*GOAL OF THE EXERCISE*:
Retype exactly what runs from the first line of the data to the line with "display:flex; align-items:center; gap:16px;", keeping both of those lines and skipping pictures.
*** Opening of INFORMATION ***
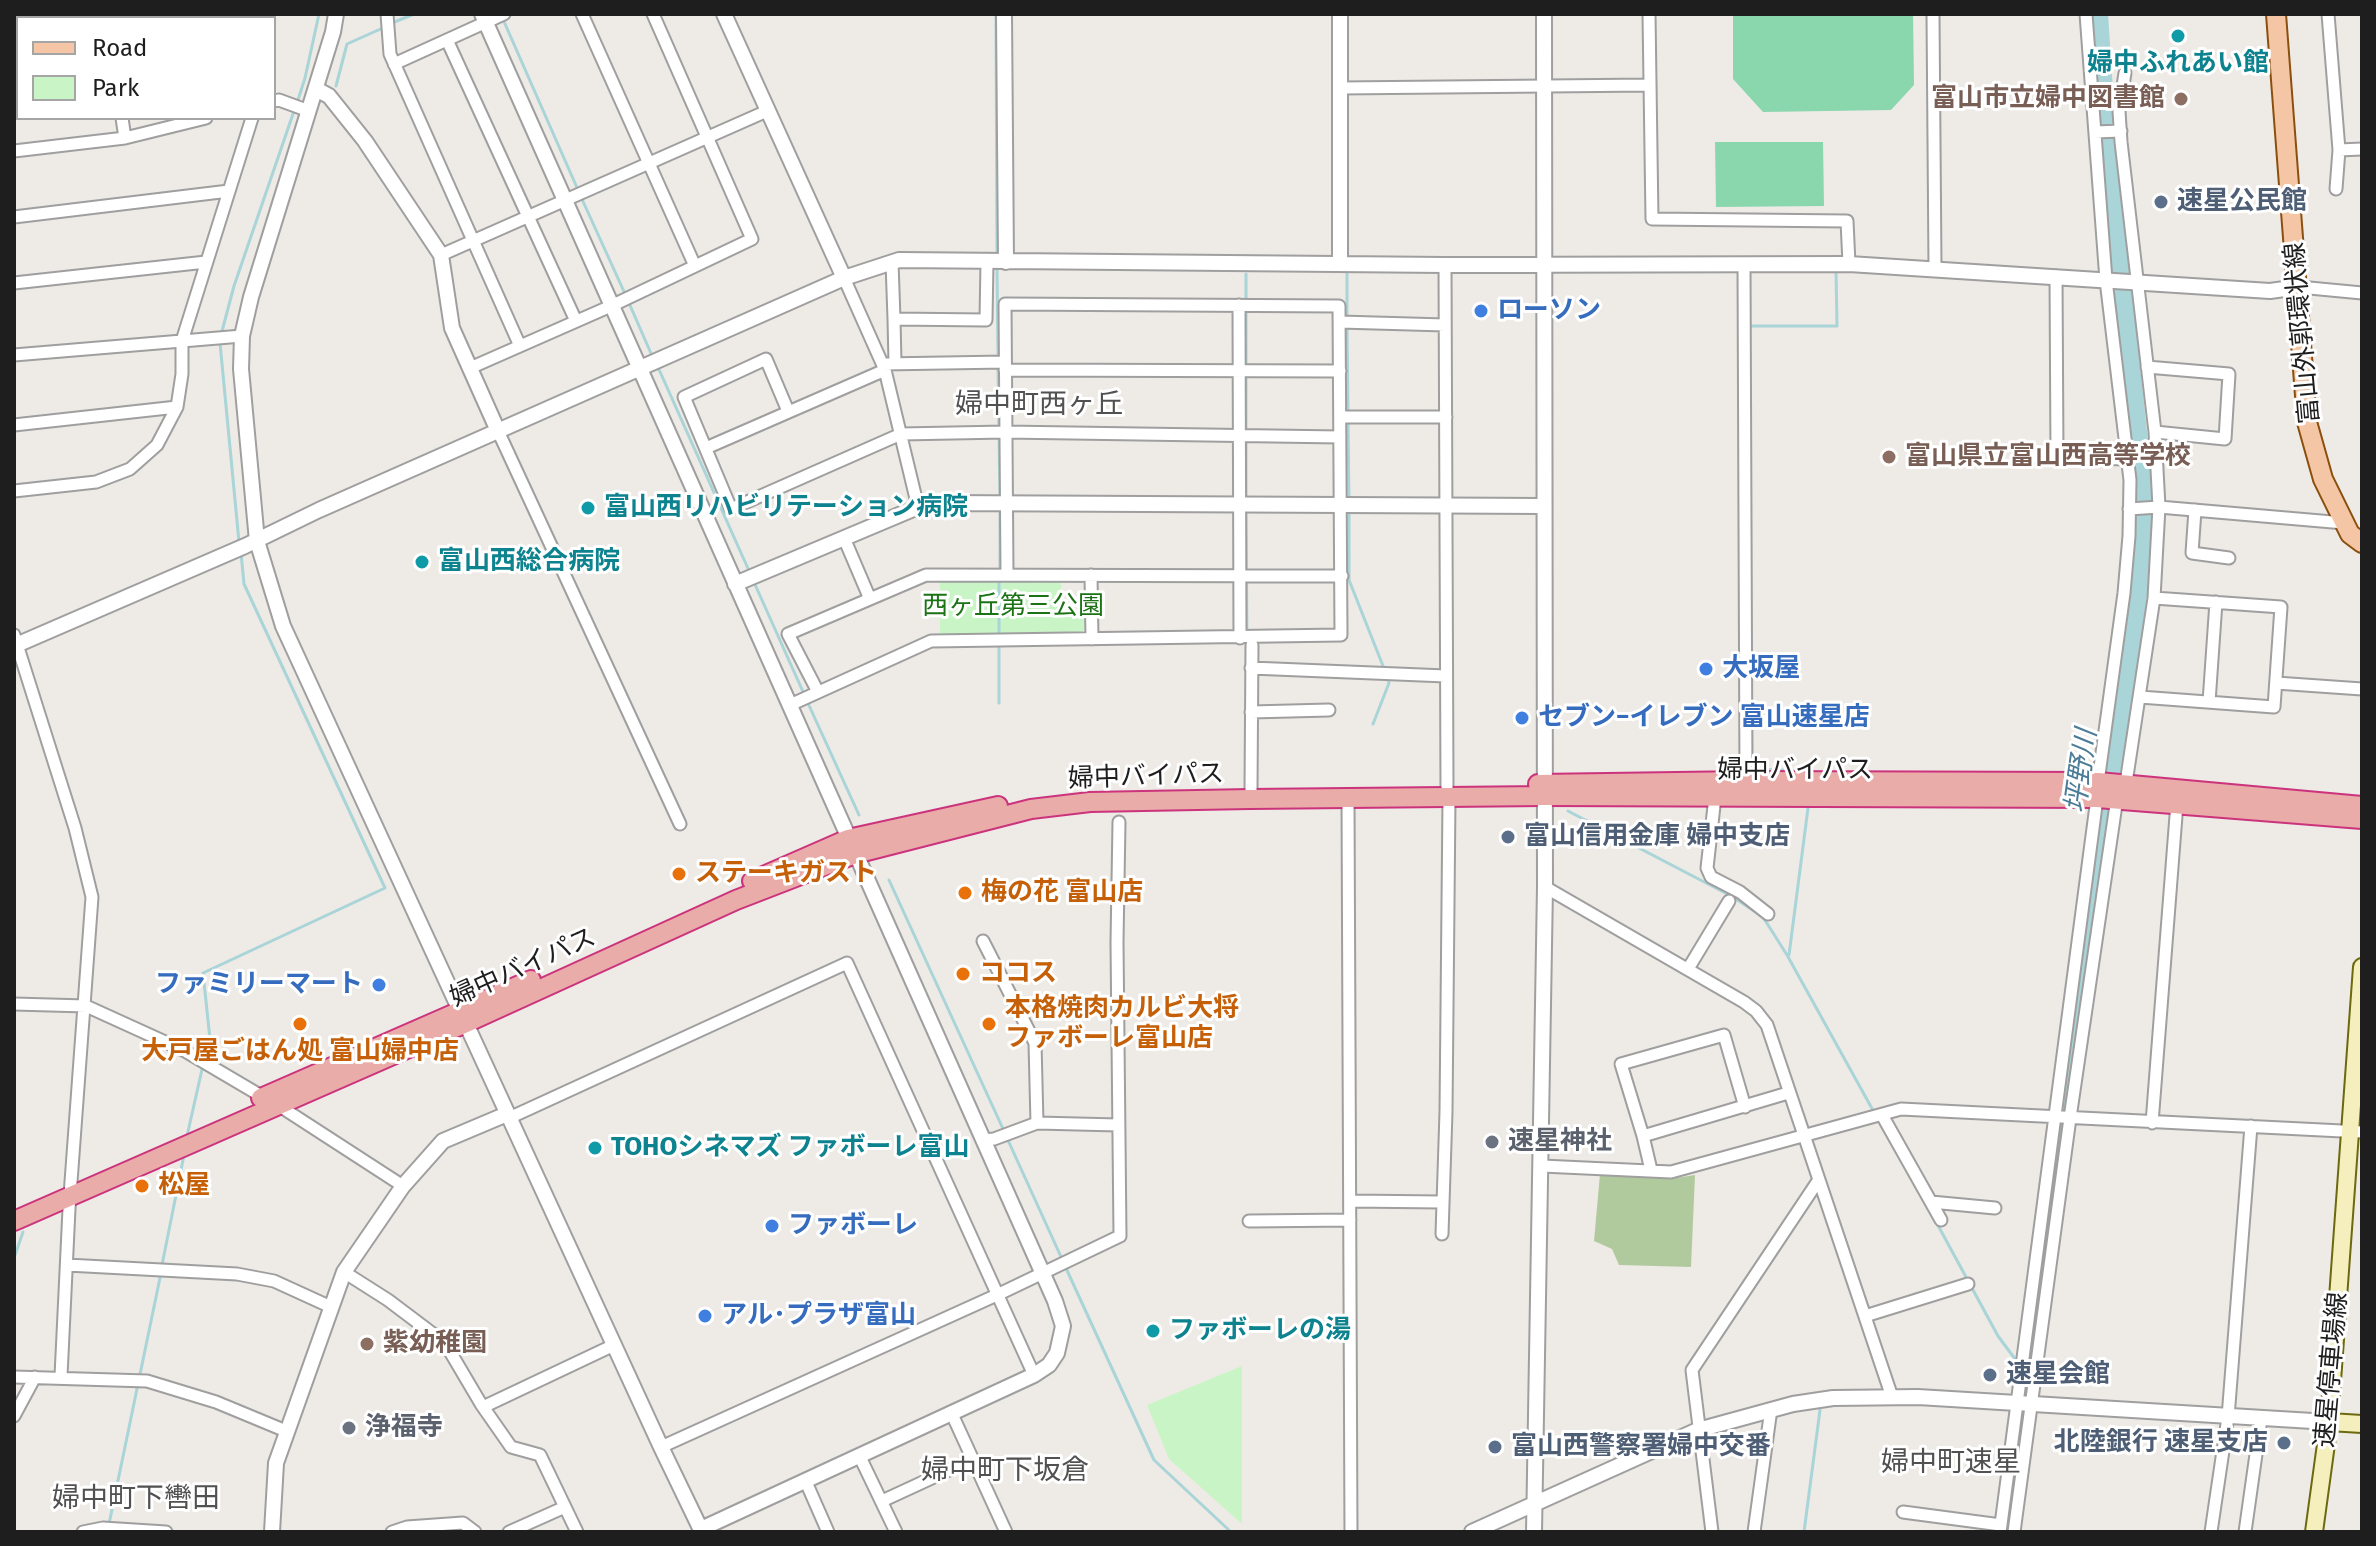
<!DOCTYPE html>
<html>
<head>
<meta charset="utf-8">
<style>
	body { margin:0 }
	#map { position:relative; width:2376px; height:1546px; overflow:hidden; background:#eeeae5; font-family:"Fira Sans",sans-serif }
	canvas { display:block }
	.frame { position:absolute; inset:0; border:16px solid #1e1e1e; pointer-events:none }
	.legend { position:absolute; left:16px; top:16px; width:260px; height:104px; box-sizing:border-box; background:#fff; border:2px solid #a5a5a5; margin:0; padding:10px 14px; list-style:none; font-size:24px; color:#1e1e1e }
	.legend li { display:flex; align-items:center; gap:16px; height:40px }
	.legend b { width:40px; border:2px solid #a5a5a5 }
</style>
</head>
<body>
<div id="map">
<canvas width="2376" height="1546"></canvas>
<div class="frame"></div>
<ul class="legend">
<li><b style="height:10px;background:#f4c6a5"></b>Road</li>
<li><b style="height:22px;background:#c9f5c6"></b>Park</li>
</ul>
</div>
<script>
const ctx = document.querySelector('canvas').getContext('2d');
ctx.lineJoin = 'round';
function fillPath(path, color) {
  ctx.fillStyle = color;
  ctx.fill(path, 'evenodd');
}
function shape(rows) {
  const path = new Path2D();
  for (const r of rows) {
    path.moveTo(r[0], r[1]);
    for (let i = 2; i < r.length; i += 2) path.lineTo(r[i], r[i + 1]);
  }
  return path;
}
function strokePath(path, color, width, dash) {
  ctx.strokeStyle = color;
  ctx.lineWidth = width;
  ctx.lineCap = dash ? 'butt' : 'round';
  ctx.setLineDash(dash || []);
  ctx.stroke(path);
}
function label(font, color, halo, rows, align = 'center') {
  ctx.font = font + ' "Fira Sans","Noto Sans JP",sans-serif';
  ctx.lineWidth = 6;
  ctx.setLineDash([]);
  ctx.textBaseline = 'middle';
  ctx.strokeStyle = halo;
  ctx.fillStyle = color;
  for (const [text, x, y, turn = 0] of rows) {
    ctx.save();
    ctx.translate(x, y);
    ctx.rotate((+turn || 0) * Math.PI / 180);
    ctx.textAlign = isNaN(turn) ? turn : align;
    if (halo) ctx.strokeText(text, 0, 0);
    ctx.fillText(text, 0, 0);
    ctx.restore();
  }
}
fillPath(shape([
	[1600,1174,1669,1179,1695,1175,1691,1267,1619,1265,1612,1249,1594,1241]
]), '#b1ca9d');
fillPath(shape([
	[940,579,1061,579,1061,612,1086,613,1086,627,1080,634,940,635],
	[1242,1366,1242,1524,1169,1459,1147,1405]
]), '#c9f5c6');
fillPath(shape([
	[1733,14,1913,14,1914,85,1891,110,1763,112,1733,79],
	[1715,142,1823,142,1824,206,1716,207]
]), '#8ad7ae');
strokePath(shape([
	[996,14,997,254],
	[502,17,578,190],
	[392,23,414,14],
	[336,86,347,44,385,27],
	[297,103,305,78,319,14],
	[581,197,626,296],
	[997,266,998,358],
	[1246,274,1246,302],
	[629,303,653,358],
	[1246,310,1246,366],
	[1347,318,1347,270],
	[1347,326,1348,414],
	[1749,329,1752,326,1837,326,1836,271],
	[221,335,234,286,294,111],
	[220,343,239,542],
	[657,365,750,573],
	[998,366,1000,498],
	[1246,374,1246,430],
	[1348,422,1349,502],
	[1246,438,1246,498],
	[1246,510,1247,646],
	[1349,510,1349,580,1385,671],
	[1000,570,1000,510],
	[999,578,999,703],
	[753,580,804,694],
	[1751,628,1752,769,1811,771],
	[807,701,859,815],
	[1373,724,1389,683,1388,679],
	[1568,811,1733,897,1763,917,1787,955,1875,1114],
	[889,880,1004,1131],
	[1789,955,1808,808],
	[205,1058,210,1039,203,973,385,888,244,584,241,553],
	[187,1136,203,1065],
	[1007,1138,1062,1259],
	[1934,1218,1998,1336,2018,1363],
	[14,1258,23,1232],
	[162,1265,184,1155],
	[1065,1266,1154,1460,1231,1532],
	[109,1524,161,1273],
	[1804,1532,1820,1410]
]), '#a9d4d8', 3);
strokePath(shape([
	[2008,1532,2139,581,2142,538,2142,480,2106,138,2098,14]
]), '#a9d4d8', 20);
const minor = shape([
	[115,14,115,18],
	[387,14,390,54,520,346],
	[582,14,695,266],
	[1649,14,1652,219,1847,221,1849,264],
	[1933,14,1935,268],
	[2086,14,2106,280,2130,480,2129,536,2124,593,2098,782],
	[2328,14,2339,150,2336,189],
	[447,40,576,321],
	[394,64,504,14],
	[2125,73,2119,111,2121,142,2155,432,2159,507,2154,598,2126,783],
	[1340,88,1650,85],
	[274,101,279,100,309,111],
	[14,113,18,112],
	[122,118,125,138],
	[2095,132,2121,131],
	[2339,150,2362,149],
	[14,151,125,138,206,118],
	[14,217,229,191],
	[441,255,767,111],
	[892,262,894,319,986,320,987,262],
	[1445,265,1447,787],
	[1744,265,1746,781],
	[2056,276,2057,458],
	[844,278,885,370,918,507],
	[14,283,206,262],
	[2299,287,2362,293],
	[1239,305,1240,638],
	[894,319,895,363],
	[1340,322,1445,325],
	[14,355,242,336],
	[883,364,1005,362],
	[2147,367,2229,374,2225,439,2155,432],
	[470,368,611,306,752,239,653,14],
	[1005,370,1340,371],
	[788,411,766,359,684,397,731,509,901,434,1005,432,1340,437],
	[1341,417,1446,417],
	[14,425,177,407],
	[498,431,680,824],
	[706,448,885,370],
	[2031,457,2129,459],
	[14,491,96,482,130,469,157,445,177,407,182,374,182,341,252,118],
	[2129,509,2159,507,2344,523],
	[2195,510,2192,553,2229,558],
	[844,538,870,599],
	[1091,575,1092,639],
	[14,635,75,828,92,897,69,1209,61,1376],
	[1251,668,1446,676],
	[2276,683,2362,689],
	[818,692,788,634,926,575,1342,576],
	[2140,697,2274,707,2281,607,2154,598],
	[2209,702,2216,602],
	[790,705,931,641,1341,635,1339,306,1005,304,1007,574],
	[1251,712,1329,710],
	[1251,790,1252,645],
	[1715,797,1707,868,1711,877,1740,892,1768,914],
	[1348,798,1351,1532],
	[1545,887,1744,1002,1756,1011,1767,1025,1892,1397],
	[983,941,1035,1043,1037,1123],
	[1688,969,1729,901],
	[14,1004,86,1006,185,1051,263,1097],
	[278,1105,403,1186],
	[1882,1115,1941,1220],
	[509,1118,847,963,1034,1375],
	[2152,1123,2177,803],
	[1643,1136,1621,1064,1724,1035,1745,1107],
	[982,1140,994,1139,1037,1123,1118,1125],
	[1542,1166,1671,1172,1901,1109,2362,1132],
	[1651,1170,1643,1136,1788,1093],
	[1351,1201,1442,1202],
	[1931,1202,1995,1208],
	[1249,1221,1350,1220],
	[1442,1234,1446,1112,1449,799],
	[67,1265,237,1274,274,1281,331,1307],
	[344,1272,388,1300,445,1343,481,1404,511,1447,540,1455,577,1532],
	[1865,1316,1968,1284],
	[14,1377,147,1381,216,1402,286,1431],
	[483,1407,614,1345],
	[951,1412,1006,1532],
	[14,1416,35,1377],
	[661,1447,999,1294,1120,1236,1117,942,1119,822],
	[859,1455,896,1532],
	[806,1482,828,1532],
	[882,1501,973,1459],
	[1903,1512,2001,1525],
	[83,1532,103,1528,166,1532],
	[392,1532,407,1527,463,1523,475,1532],
	[509,1532,565,1507],
	[1712,1532,1692,1370,1818,1181],
	[1754,1532,1771,1409],
	[2000,1532,2097,798],
	[2014,1532,2070,1118,2117,798],
	[2211,1532,2228,1417,2251,1126],
	[2245,1532,2261,1419]
]);
const tertiary = shape([
	[336,14,333,32,251,297,242,336,241,369,257,541,283,626,661,1447,702,1532],
	[482,14,1055,1301,1063,1326,1057,1353,1049,1365,1034,1375,701,1529],
	[724,14,844,278],
	[1004,14,1006,262],
	[1340,14,1340,263],
	[316,89,329,96,365,141,441,255,452,328,498,431],
	[735,584,918,507,943,503,1544,506],
	[14,646,245,546,319,510,844,278,899,260,1445,265,1849,264,2270,291,2299,287],
	[272,1532,276,1463,344,1272,403,1186,443,1141,507,1114],
	[1472,1532,1698,1430,1793,1404,1833,1398,1918,1397,2329,1422],
	[1534,1532,1545,887,1544,14]
]);
const secondary = shape([
	[2329,1422,2362,1424],
	[2314,1532,2329,1422,2362,967]
]);
const primary = shape([
	[2276,14,2307,422,2323,479,2350,534,2362,543]
]);
const trunk = shape([
	[1538,784,1746,781,2098,782,2362,806],
	[752,881,848,839,998,806],
	[261,1098,531,980],
	[14,1221,466,1023,736,900,855,854,1031,809,1090,802,1250,799,1544,796,2097,798,2362,819]
]);
strokePath(minor, '#9f9f9f', 15);
strokePath(tertiary, '#9f9f9f', 18);
strokePath(secondary, '#6c690e', 20);
strokePath(primary, '#8b4f0d', 22);
strokePath(trunk, '#cb337d', 22);
strokePath(minor, '#fff', 11);
strokePath(tertiary, '#fff', 14);
strokePath(secondary, '#f4efbd', 16);
strokePath(primary, '#f4c6a5', 18);
strokePath(trunk, '#eaaca8', 18);
for (const [x, y, r, color] of [
	[2178,36,8,"#0f9aa8"],
	[2181,99,8,"#8d6e63"],
	[2161,202,8,"#5c6f8a"],
	[1481,311,8,"#3f7fe0"],
	[1889,457,8,"#8d6e63"],
	[588,508,8,"#0f9aa8"],
	[422,562,8,"#0f9aa8"],
	[1706,669,8,"#3f7fe0"],
	[1522,718,8,"#3f7fe0"],
	[1508,837,8,"#5c6f8a"],
	[679,874,8,"#e8710a"],
	[965,893,8,"#e8710a"],
	[963,974,8,"#e8710a"],
	[379,985,8,"#3f7fe0"],
	[300,1024,8,"#e8710a"],
	[989,1024,8,"#e8710a"],
	[1492,1142,8,"#6b7280"],
	[595,1148,8,"#0f9aa8"],
	[142,1186,8,"#e8710a"],
	[772,1226,8,"#3f7fe0"],
	[705,1316,8,"#3f7fe0"],
	[1153,1331,8,"#0f9aa8"],
	[367,1344,8,"#8d6e63"],
	[1990,1375,8,"#5c6f8a"],
	[349,1428,8,"#6b7280"],
	[2284,1443,8,"#5c6f8a"],
	[1495,1447,8,"#5c6f8a"]
]) {
  const dot = new Path2D();
  dot.arc(x, y, r, 0, 2 * Math.PI);
  ctx.fillStyle = color;
  ctx.fill(dot);
  strokePath(dot, '#fff', 3);
}
label('bold 26px', '#0d838f', '#fff', [
	["婦中ふれあい館",2178,64,"center"],
	["富山西リハビリテーション病院",604,508],
	["富山西総合病院",438,562],
	["TOHOシネマズ ファボーレ富山",611,1148],
	["ファボーレの湯",1169,1331]
], 'left');
label('bold 26px', '#785e54', '#fff', [
	["富山市立婦中図書館",2165,99,"right"],
	["富山県立富山西高等学校",1905,457],
	["紫幼稚園",383,1344]
], 'left');
label('bold 26px', '#4e5e75', '#fff', [
	["速星公民館",2177,202],
	["富山信用金庫 婦中支店",1524,837],
	["速星会館",2006,1375],
	["北陸銀行 速星支店",2268,1443,"right"],
	["富山西警察署婦中交番",1511,1447]
], 'left');
label('bold 26px', '#366cbe', '#fff', [
	["ローソン",1497,311],
	["大坂屋",1722,669],
	["セブン−イレブン 富山速星店",1538,718],
	["ファミリーマート",363,985,"right"],
	["ファボーレ",788,1226],
	["アル･プラザ富山",721,1316]
], 'left');
label('26px', '#1e1e1e', '#fff', [
	["富山外郭環状線",2303,333,-95],
	["婦中バイパス",1795,771],
	["婦中バイパス",1146,777,-2],
	["婦中バイパス",523,968,-24],
	["速星停車場線",2332,1370,-85]
]);
label('26px', '#1b7315', '#fff', [
	["西ヶ丘第三公園",1013,607]
]);
label('bold 26px', '#c56008', '#fff', [
	["ステーキガスト",695,874],
	["梅の花 富山店",981,893],
	["ココス",979,974],
	["本格焼肉カルビ大将",1005,1009],
	["ファボーレ富山店",1005,1039],
	["大戸屋ごはん処 富山婦中店",300,1052,"center"],
	["松屋",158,1186]
], 'left');
label('bold 26px', '#5b616d', '#fff', [
	["速星神社",1508,1142],
	["浄福寺",365,1428]
], 'left');
label('28px', '#515151', '#fff', [
	["婦中町西ヶ丘",1039,405],
	["婦中町速星",1951,1463],
	["婦中町下坂倉",1005,1471],
	["婦中町下轡田",136,1499]
]);
label('italic 28px', '#4c7c97', '#fff', [
	["坪野川",2082,771,-82]
]);
</script>
</body>
</html>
*** Close of INFORMATION ***
*TASK RESULT*:
<!DOCTYPE html>
<html>
<head>
<meta charset="utf-8">
<style>
	body { margin:0 }
	#map { position:relative; width:2376px; height:1546px; overflow:hidden; background:#eeeae5; font-family:"Fira Sans",sans-serif }
	canvas { display:block }
	.frame { position:absolute; inset:0; border:16px solid #1e1e1e; pointer-events:none }
	.legend { position:absolute; left:16px; top:16px; width:260px; height:104px; box-sizing:border-box; background:#fff; border:2px solid #a5a5a5; margin:0; padding:10px 14px; list-style:none; font-size:24px; color:#1e1e1e }
	.legend li { display:flex; align-items:center; gap:16px; height:40px }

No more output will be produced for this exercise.